Vorausgesetzt, du erhältst einen nachlässigen Gebieter, dachte ich zynisch. Bisher stand eher zu befürchten, dass ich bei Xenerion versauerte. Seit wir vor fünf Stunden am Straßenrand Stellung bezogen hatten, hatte niemand Interesse an mir oder den anderen beiden Frauen gezeigt. Es schien, als würde niemand hier eine Sklavin brauchen – wenn doch, konnte er es sich nicht leisten.
Mein Blick huschte über die vorbeihasteten Wesen. Der Großteil Menschen, soweit ich das beurteilen konnte. Ein paar von ihnen besaßen die arrogante Ausstrahlung der Magier, und bei genauerem Hinsehen entdeckte ich auch Elben. Es war einer dieser Tage, an denen selbst in diesem belebten Teil der Stadt wenig los war. Ich kannte diese Straße gut genug, um zu wissen, dass Xenerion einen ungeeigneten Standort ausgewählt hatte. Hier trieben sich nicht die üblichen Kunden der Sklavenhändler herum. Diese Männer und Frauen wollten vor allem vom östlichen Stadtteil in jenen im Süden, auf dem Weg zu ihren Familien oder in das nächste Gasthaus. Keiner von ihnen würde stehen bleiben, um eine Sklavin zu kaufen – erst recht dann nicht, wenn er nichts mit ihr anzufangen wüsste. Die Wenigen, die innehielten und sich an den Häuserwänden herumdrückten, hofften auf etwas anderes. Wissen verfügte auch in Brient über große Macht. Und wer die richtigen Leute kannte, wurde am ehesten hier fündig. Der Platz unter einem halb verfallenen Hauseingang, an dem ich bis vor einigen Tagen herumgelungert hatte, war bereits von einem Jungen in abgerissener Kleidung übernommen worden.
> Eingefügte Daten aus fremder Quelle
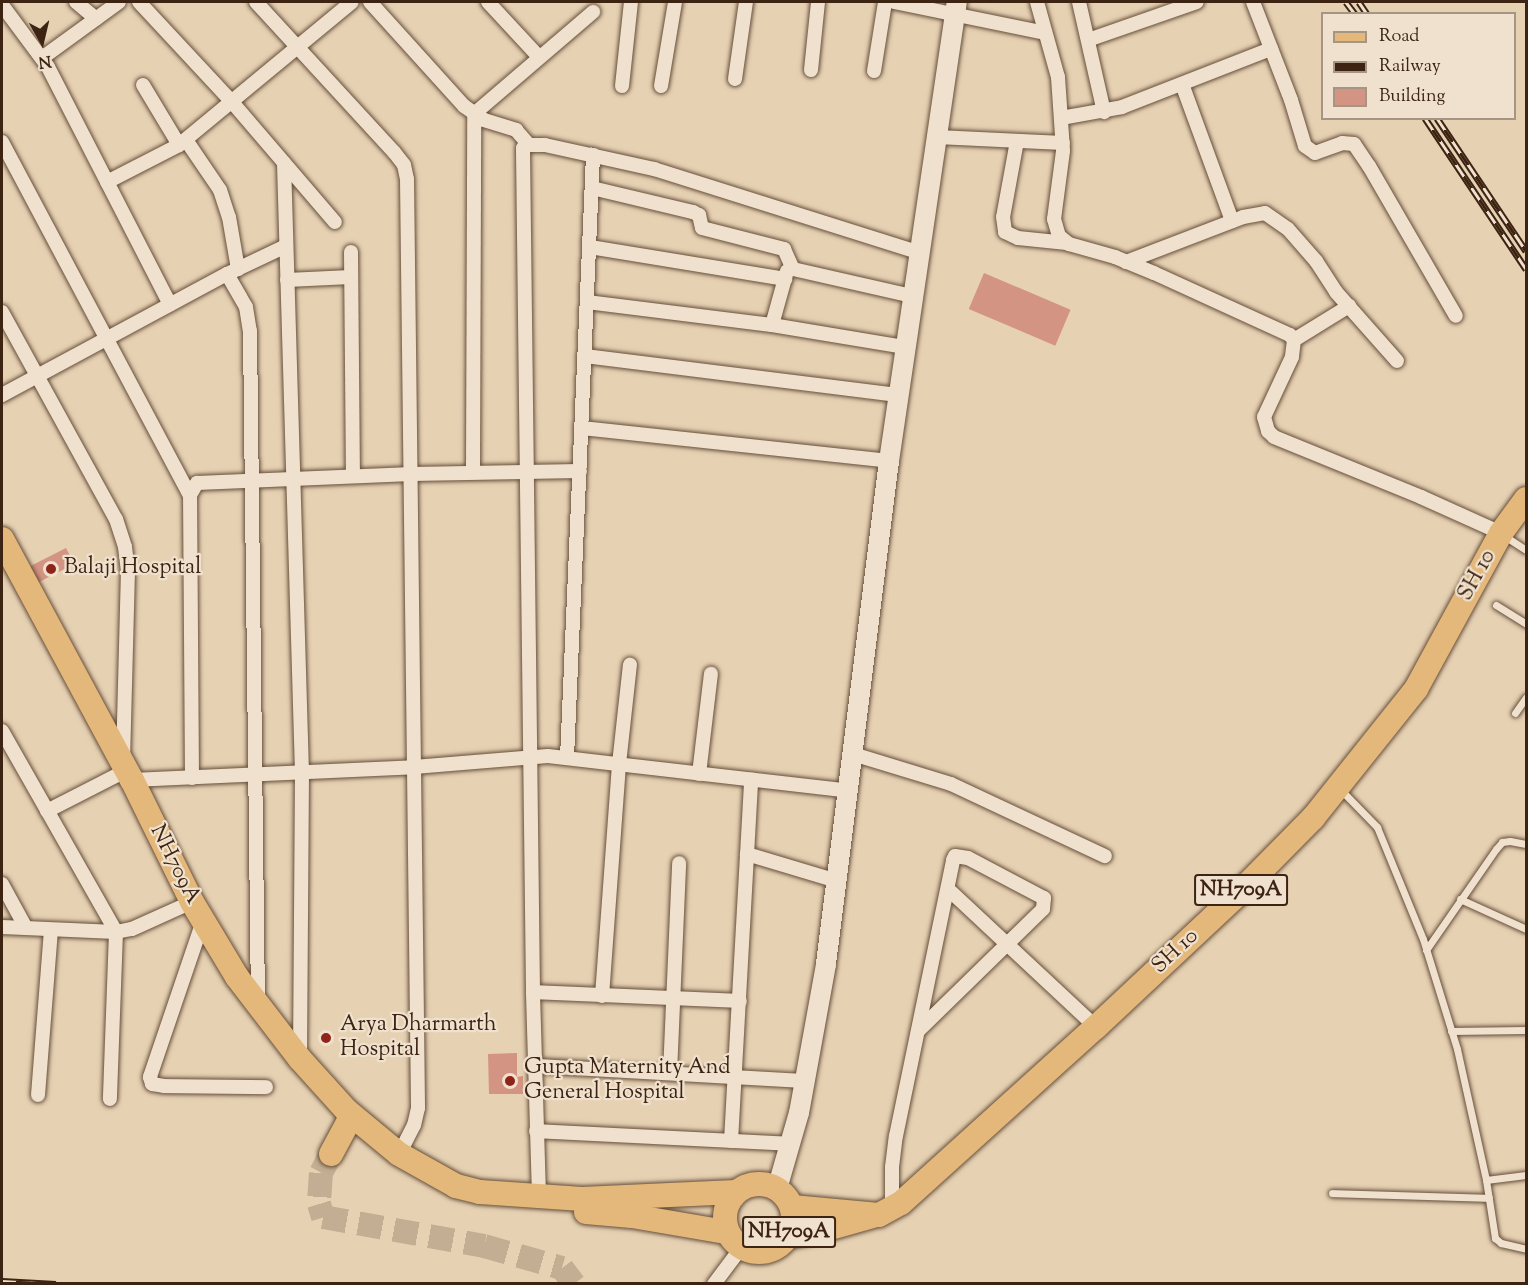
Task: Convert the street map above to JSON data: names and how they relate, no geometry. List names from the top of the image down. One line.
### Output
{"streets":{"highway":["SH 10","NH709A"]},"crossings":[["SH 10","NH709A"]],"places":["Balaji Hospital","Arya Dharmarth Hospital","Gupta Maternity And General Hospital"],"legend":["Road","Railway","Building"],"north":"bottom"}
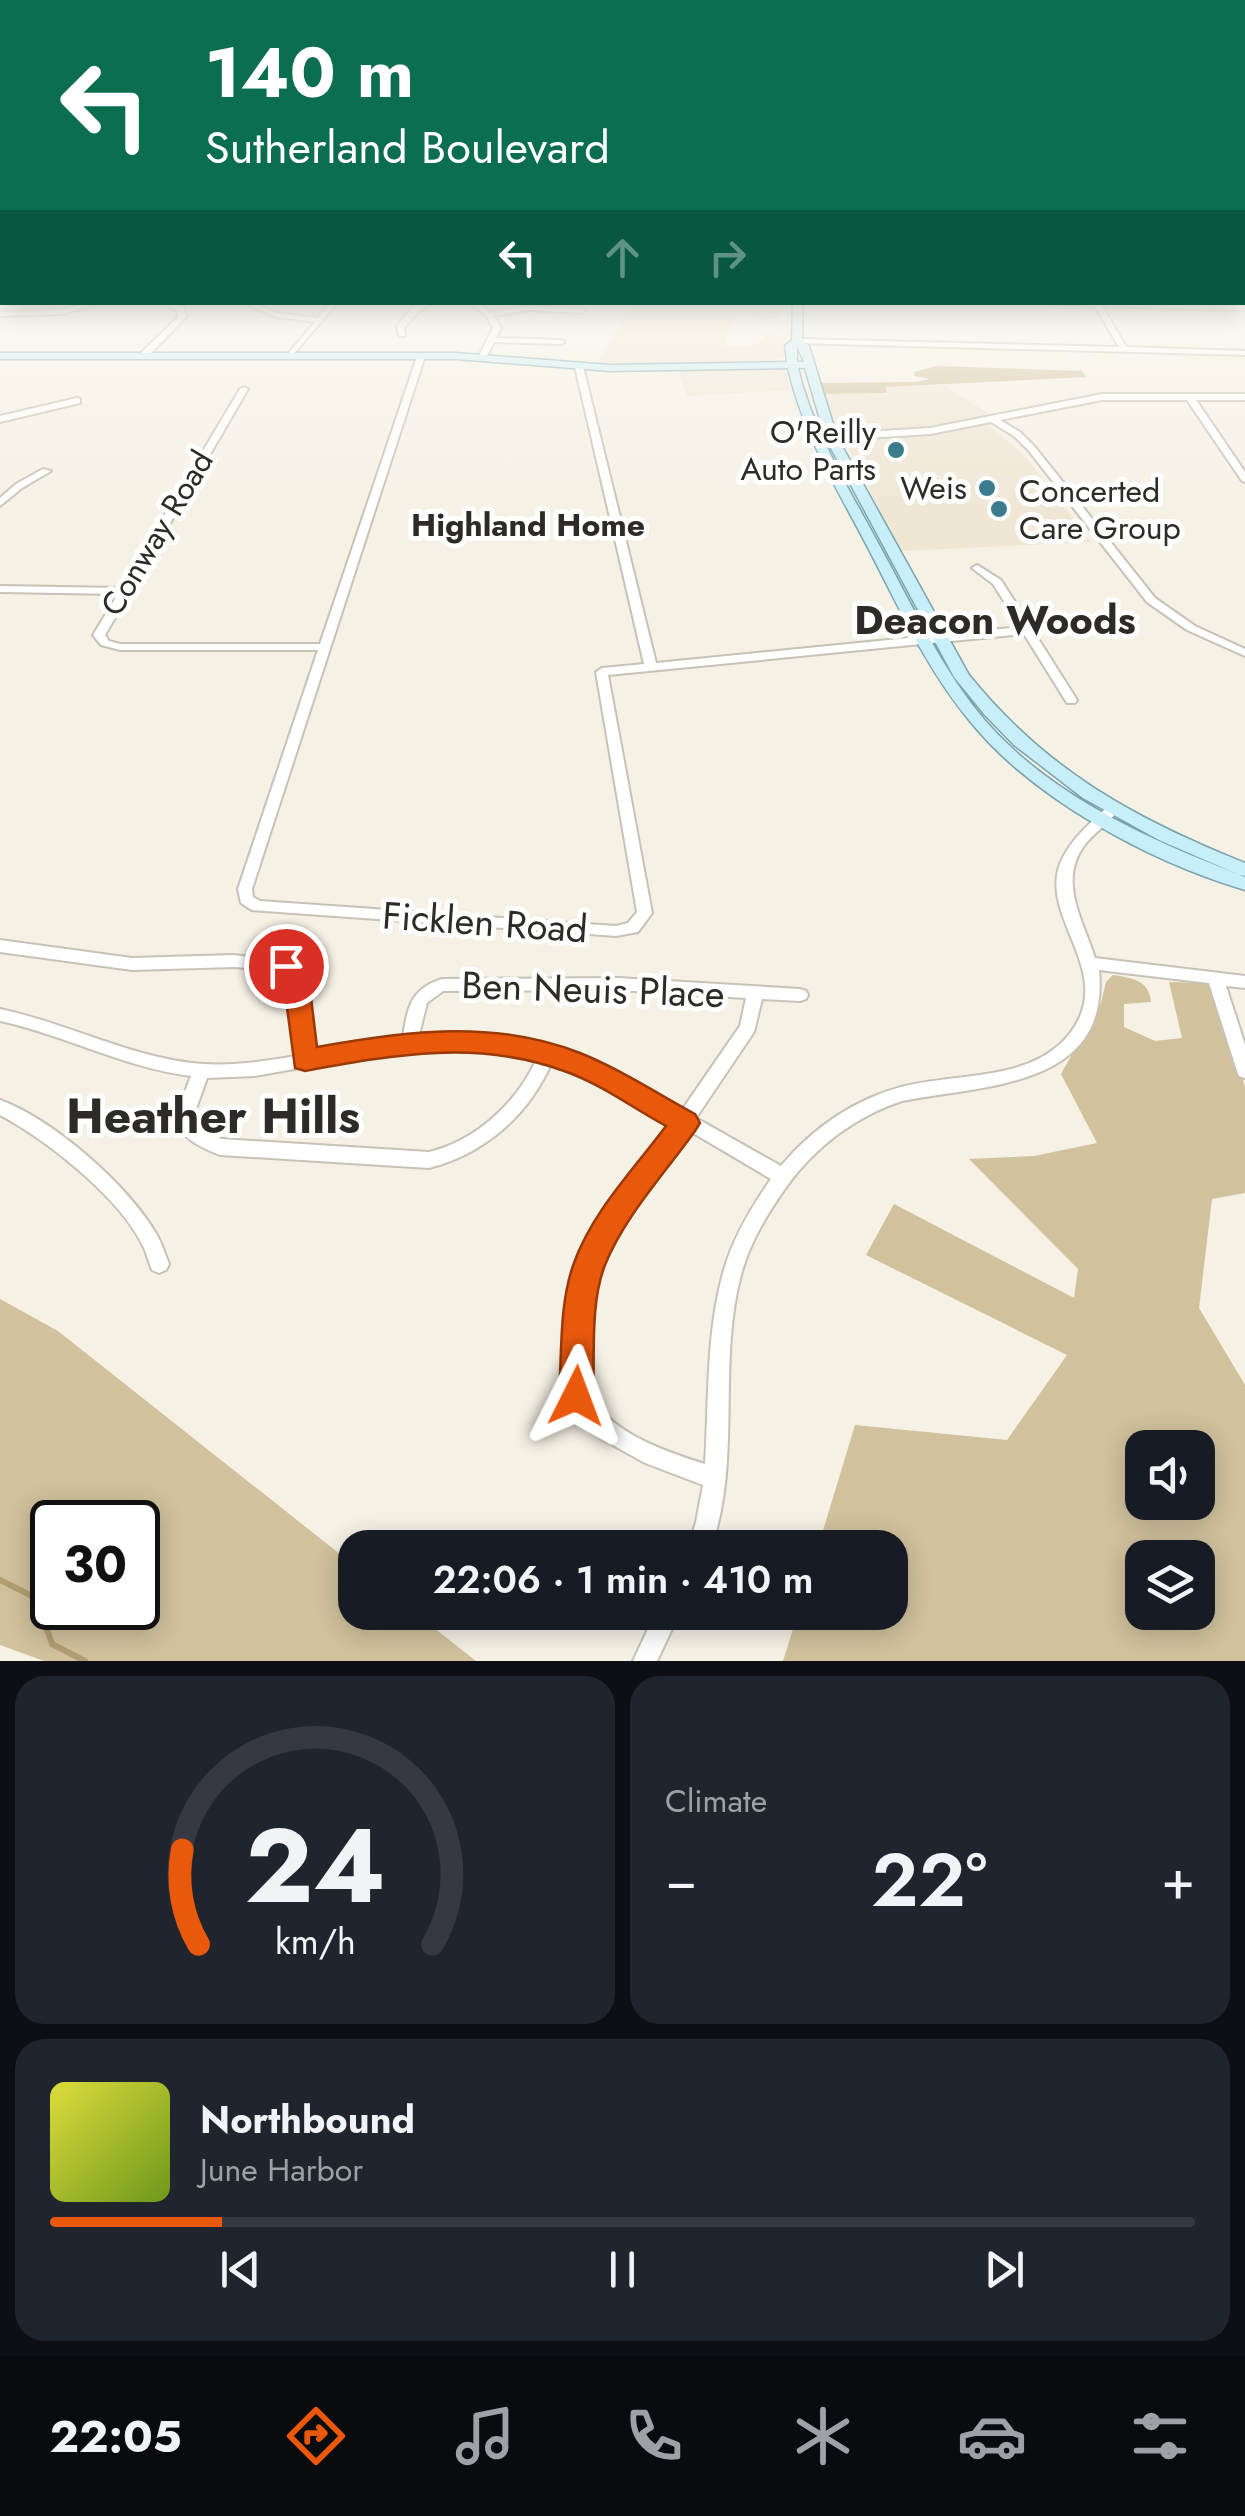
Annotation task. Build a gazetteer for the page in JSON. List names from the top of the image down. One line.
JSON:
{"streets":{"street":["Conway Road","Ficklen Road","Ben Neuis Place"]},"crossings":[["Conway Road","Ficklen Road"]],"districts":["Highland Home","Deacon Woods","Heather Hills"],"places":["O'Reilly Auto Parts","Weis","Concerted Care Group"],"page":{"turn":["140 m","Sutherland Boulevard"],"limit":"30","trip":"22:06 · 1 min · 410 m","tile":"Climate","heat":["−","22°","+"],"song":["Northbound","June Harbor"],"tabs":"22:05","gauge":["24","km/h"]}}
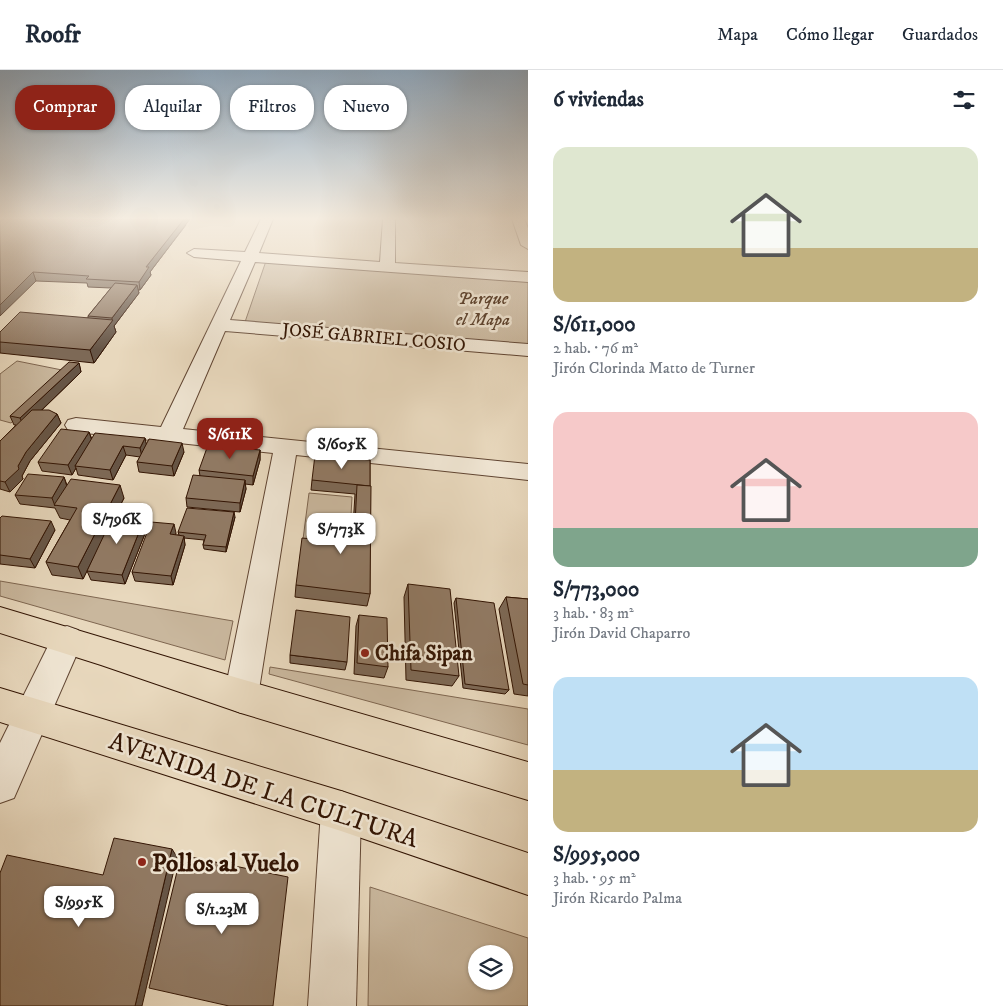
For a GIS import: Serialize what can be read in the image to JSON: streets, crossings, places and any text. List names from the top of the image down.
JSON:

Die Sonne stand mittlerweile tief am Himmel und der Geruch nach Regen hing in der Luft. Es konnte nicht mehr lang dauern, bis die ersten Tropfen fallen und auch Xenerions letzte potentielle Kunden vertreiben würden. Wenn es so weiter ging, würde ich eine weitere Nacht in seinen Händen verbringen müssen. Ob das gut oder schlecht war, hing vor allem davon ab, wer die Alternative sein würde. Für den Moment erschien es mir beinahe erstrebenswert, von irgendjemanden gekauft zu werden.
„He, Ihr!", brüllte Xenerion plötzlich und stieß mich auf die Straße. „Wie wäre es mit einer Bluthure? Jung und kerngesund!"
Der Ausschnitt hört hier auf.